Semantic Spaces

A Semantic Space, as described in the What is LSA? section, is a mathematical representation of a large body of text. Every term, every text, and every novel combination of terms has a high dimensional vector representation. When you compare two terms you compare the cosine of the angle between the vectors representing the terms. This occurs within a semantic space. You cannot compare the same word directly between semantic spaces.

At this time, these are the semantic spaces available and those coming soon:

literature

The literature space is composed of English and American Literature from the 18th and 19th century (English = ~294 works; American = ~444 works). This space is a collection of literary text taken from the project Gutenberg page. The space is composed of 104852 terms and 942425 documents, with 338 dimensions. The total number of words is 57,092,140.

literature with idioms

Literature with idioms is the same space, but with a different parsing: all the idioms have been considered a single token. The corpus has been created with 500 factors.

encyclopedia

This space contains the text from 30,473 encyclopedia articles. There are 60,768 unique terms. The actual text from these articles is not available in the text selection program- only the titles of the articles will be returned as the documents. There are 371 saved dimensions. Studies show that the optimum dimensionality for this collection is usually 275-350.

psychology

This space contains the text from three college level psychology textbooks with each paragraph used as a document. There are 13,902 documents and 30,119 unique terms. There are 398 saved dimensions. Optimum dimensionality appears to be approximately 300-400.
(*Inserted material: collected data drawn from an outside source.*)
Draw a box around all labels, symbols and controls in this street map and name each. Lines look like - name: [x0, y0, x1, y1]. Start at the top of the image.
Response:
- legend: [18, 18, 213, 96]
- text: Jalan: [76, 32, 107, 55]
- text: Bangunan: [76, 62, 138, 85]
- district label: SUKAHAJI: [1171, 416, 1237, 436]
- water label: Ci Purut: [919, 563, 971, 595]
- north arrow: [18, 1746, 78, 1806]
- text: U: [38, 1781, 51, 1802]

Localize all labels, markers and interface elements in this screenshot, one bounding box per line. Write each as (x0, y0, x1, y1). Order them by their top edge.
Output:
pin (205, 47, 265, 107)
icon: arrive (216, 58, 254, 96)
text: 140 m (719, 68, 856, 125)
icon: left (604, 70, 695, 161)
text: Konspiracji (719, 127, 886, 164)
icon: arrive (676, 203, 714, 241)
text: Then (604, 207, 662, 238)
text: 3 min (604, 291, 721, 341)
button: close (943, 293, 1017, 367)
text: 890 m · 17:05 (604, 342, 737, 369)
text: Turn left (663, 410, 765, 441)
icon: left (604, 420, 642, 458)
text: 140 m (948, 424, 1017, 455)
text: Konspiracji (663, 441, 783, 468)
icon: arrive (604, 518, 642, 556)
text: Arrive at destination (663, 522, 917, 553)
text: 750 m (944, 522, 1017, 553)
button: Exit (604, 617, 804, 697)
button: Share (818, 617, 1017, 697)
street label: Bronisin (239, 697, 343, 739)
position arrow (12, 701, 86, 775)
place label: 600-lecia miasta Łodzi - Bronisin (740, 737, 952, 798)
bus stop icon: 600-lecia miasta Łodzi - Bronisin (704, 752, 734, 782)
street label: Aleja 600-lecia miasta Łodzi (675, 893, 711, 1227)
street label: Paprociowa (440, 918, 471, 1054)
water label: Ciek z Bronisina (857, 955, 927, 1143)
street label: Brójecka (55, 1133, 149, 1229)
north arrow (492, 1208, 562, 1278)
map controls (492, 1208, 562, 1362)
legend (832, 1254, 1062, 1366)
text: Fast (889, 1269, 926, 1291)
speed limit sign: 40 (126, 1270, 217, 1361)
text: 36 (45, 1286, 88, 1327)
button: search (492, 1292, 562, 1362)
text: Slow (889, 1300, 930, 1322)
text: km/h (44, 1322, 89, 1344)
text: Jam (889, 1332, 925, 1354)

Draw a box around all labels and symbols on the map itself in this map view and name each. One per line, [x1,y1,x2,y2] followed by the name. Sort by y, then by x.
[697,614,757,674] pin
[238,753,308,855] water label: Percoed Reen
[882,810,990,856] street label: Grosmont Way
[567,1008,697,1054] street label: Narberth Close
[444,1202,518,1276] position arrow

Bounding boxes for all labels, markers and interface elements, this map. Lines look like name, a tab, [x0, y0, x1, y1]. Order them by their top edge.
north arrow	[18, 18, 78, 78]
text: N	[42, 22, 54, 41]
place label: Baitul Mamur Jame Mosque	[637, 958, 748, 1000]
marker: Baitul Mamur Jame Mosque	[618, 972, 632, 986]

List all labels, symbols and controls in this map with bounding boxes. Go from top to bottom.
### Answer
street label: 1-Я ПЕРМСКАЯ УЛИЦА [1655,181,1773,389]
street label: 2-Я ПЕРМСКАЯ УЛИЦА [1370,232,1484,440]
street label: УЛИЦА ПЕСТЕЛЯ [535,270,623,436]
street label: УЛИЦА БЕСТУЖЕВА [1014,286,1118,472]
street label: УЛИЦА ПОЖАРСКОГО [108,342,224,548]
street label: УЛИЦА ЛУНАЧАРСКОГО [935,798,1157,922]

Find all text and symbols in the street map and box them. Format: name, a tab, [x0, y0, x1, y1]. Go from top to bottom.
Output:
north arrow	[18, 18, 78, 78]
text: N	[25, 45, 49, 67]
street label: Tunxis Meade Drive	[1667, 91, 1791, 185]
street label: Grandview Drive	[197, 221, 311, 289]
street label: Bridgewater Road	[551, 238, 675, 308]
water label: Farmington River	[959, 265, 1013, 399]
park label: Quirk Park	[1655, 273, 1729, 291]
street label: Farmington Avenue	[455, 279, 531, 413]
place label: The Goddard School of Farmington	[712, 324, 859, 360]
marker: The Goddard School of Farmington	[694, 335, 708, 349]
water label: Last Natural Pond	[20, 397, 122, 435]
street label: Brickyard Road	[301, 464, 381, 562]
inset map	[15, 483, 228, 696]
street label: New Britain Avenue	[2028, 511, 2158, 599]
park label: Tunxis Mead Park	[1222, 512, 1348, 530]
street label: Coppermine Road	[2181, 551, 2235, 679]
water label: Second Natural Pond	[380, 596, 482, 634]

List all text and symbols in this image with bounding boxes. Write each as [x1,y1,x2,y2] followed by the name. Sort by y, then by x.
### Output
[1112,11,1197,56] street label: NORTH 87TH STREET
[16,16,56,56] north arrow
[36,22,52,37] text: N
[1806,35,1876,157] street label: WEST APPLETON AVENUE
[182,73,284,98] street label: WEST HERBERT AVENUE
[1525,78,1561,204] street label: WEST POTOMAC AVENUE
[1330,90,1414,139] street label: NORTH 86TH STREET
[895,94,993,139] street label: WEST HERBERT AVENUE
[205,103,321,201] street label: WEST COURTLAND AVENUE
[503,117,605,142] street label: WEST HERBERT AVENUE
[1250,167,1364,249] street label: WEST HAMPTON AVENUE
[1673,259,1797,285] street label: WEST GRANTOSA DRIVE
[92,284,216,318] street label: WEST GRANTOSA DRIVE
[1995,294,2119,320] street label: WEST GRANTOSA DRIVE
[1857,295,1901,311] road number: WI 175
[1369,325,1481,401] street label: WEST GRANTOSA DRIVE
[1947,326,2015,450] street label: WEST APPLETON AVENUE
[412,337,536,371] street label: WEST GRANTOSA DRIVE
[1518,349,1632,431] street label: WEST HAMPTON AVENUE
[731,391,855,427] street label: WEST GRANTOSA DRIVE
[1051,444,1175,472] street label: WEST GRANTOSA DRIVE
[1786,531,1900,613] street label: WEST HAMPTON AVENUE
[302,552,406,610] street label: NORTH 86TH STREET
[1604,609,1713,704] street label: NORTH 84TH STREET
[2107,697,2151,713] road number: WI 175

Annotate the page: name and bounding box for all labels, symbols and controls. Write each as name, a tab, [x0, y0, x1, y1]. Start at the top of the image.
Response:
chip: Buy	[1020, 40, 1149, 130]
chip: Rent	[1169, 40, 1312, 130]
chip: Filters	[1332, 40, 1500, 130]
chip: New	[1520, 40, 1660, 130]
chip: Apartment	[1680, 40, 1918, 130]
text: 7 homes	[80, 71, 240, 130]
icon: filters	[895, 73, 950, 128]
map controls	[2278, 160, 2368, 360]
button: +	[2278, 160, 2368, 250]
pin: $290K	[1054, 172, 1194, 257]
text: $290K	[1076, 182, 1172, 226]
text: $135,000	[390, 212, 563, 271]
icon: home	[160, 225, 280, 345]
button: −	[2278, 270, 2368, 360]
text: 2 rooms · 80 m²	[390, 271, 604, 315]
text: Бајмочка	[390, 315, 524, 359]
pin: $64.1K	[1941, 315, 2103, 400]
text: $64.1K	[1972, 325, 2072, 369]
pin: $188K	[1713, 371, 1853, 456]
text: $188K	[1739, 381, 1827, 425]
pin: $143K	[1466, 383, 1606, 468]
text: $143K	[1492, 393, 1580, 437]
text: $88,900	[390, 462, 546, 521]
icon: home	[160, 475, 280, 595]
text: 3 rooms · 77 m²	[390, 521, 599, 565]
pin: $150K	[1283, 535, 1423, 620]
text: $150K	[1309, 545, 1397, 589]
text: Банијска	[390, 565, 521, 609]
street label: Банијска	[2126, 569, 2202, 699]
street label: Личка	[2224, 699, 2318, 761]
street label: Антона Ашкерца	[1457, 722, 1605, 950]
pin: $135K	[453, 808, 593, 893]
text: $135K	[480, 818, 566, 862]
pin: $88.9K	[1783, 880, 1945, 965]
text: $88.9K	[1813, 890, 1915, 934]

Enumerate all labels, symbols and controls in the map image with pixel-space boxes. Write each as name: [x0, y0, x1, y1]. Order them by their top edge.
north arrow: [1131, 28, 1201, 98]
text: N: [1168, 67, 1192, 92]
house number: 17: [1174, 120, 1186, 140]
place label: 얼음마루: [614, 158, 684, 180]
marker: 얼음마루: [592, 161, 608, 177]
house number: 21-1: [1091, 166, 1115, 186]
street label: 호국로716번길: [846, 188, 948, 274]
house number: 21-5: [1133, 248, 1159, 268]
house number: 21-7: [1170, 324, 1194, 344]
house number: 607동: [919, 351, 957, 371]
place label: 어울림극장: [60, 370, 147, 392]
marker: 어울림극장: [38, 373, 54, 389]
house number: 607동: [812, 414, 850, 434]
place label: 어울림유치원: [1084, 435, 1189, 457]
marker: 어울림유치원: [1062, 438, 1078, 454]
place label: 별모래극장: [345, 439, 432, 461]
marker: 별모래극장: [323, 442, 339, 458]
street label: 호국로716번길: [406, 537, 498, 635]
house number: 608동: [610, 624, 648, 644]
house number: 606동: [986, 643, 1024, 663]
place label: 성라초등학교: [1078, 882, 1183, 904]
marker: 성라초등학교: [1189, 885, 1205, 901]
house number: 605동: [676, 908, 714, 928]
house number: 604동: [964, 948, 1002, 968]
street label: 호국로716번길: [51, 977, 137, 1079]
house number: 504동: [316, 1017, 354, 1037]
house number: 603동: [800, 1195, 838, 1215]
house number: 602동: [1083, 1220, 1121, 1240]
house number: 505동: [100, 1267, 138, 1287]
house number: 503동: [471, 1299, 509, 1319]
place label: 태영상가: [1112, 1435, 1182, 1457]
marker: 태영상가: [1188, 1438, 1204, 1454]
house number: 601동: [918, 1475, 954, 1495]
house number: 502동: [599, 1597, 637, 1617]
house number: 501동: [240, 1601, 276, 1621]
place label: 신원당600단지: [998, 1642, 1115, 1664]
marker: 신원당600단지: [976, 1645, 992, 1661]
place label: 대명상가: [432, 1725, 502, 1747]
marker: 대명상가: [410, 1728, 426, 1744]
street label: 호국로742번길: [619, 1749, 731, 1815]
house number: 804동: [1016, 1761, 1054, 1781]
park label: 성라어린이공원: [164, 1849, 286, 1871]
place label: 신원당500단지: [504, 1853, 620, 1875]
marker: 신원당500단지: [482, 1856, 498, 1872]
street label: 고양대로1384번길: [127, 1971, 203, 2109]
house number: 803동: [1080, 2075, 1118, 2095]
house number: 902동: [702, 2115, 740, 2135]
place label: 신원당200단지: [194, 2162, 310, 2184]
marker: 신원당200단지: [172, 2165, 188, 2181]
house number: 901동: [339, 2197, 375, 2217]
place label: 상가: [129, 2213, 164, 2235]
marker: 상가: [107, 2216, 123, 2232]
In addition, there are various spaces created from subsets of these documents. If you wish to use these smaller spaces, email Darrell Laham for details.

smallheart

This small space contains the text from a number of articles about the heart. Each document is a sentence of an article.

French Spaces

There are 8 french semantic spaces ("psychology" is not included in these 8 semantic spaces) that would be organized in 4 categories.

1- Newspapers "Le Monde"

Francais-Monde (300) contains six months (January to June of "Le Monde" newspapers (1993). It contains 20208 documents, 150756 different unique words, and 8675391 total words

Francais-Monde-Extended (300) contains six other months (July to December of "Le Monde" newspapers (1993)).

Francais-Total (300) is the concatenation of Francais-Monde (300) + Francais-Livres (300).

2-Litterature

Francais-Livres (300) contains books published before 1920: 14622 documents, 111094 different unique words, and 5748581 total words.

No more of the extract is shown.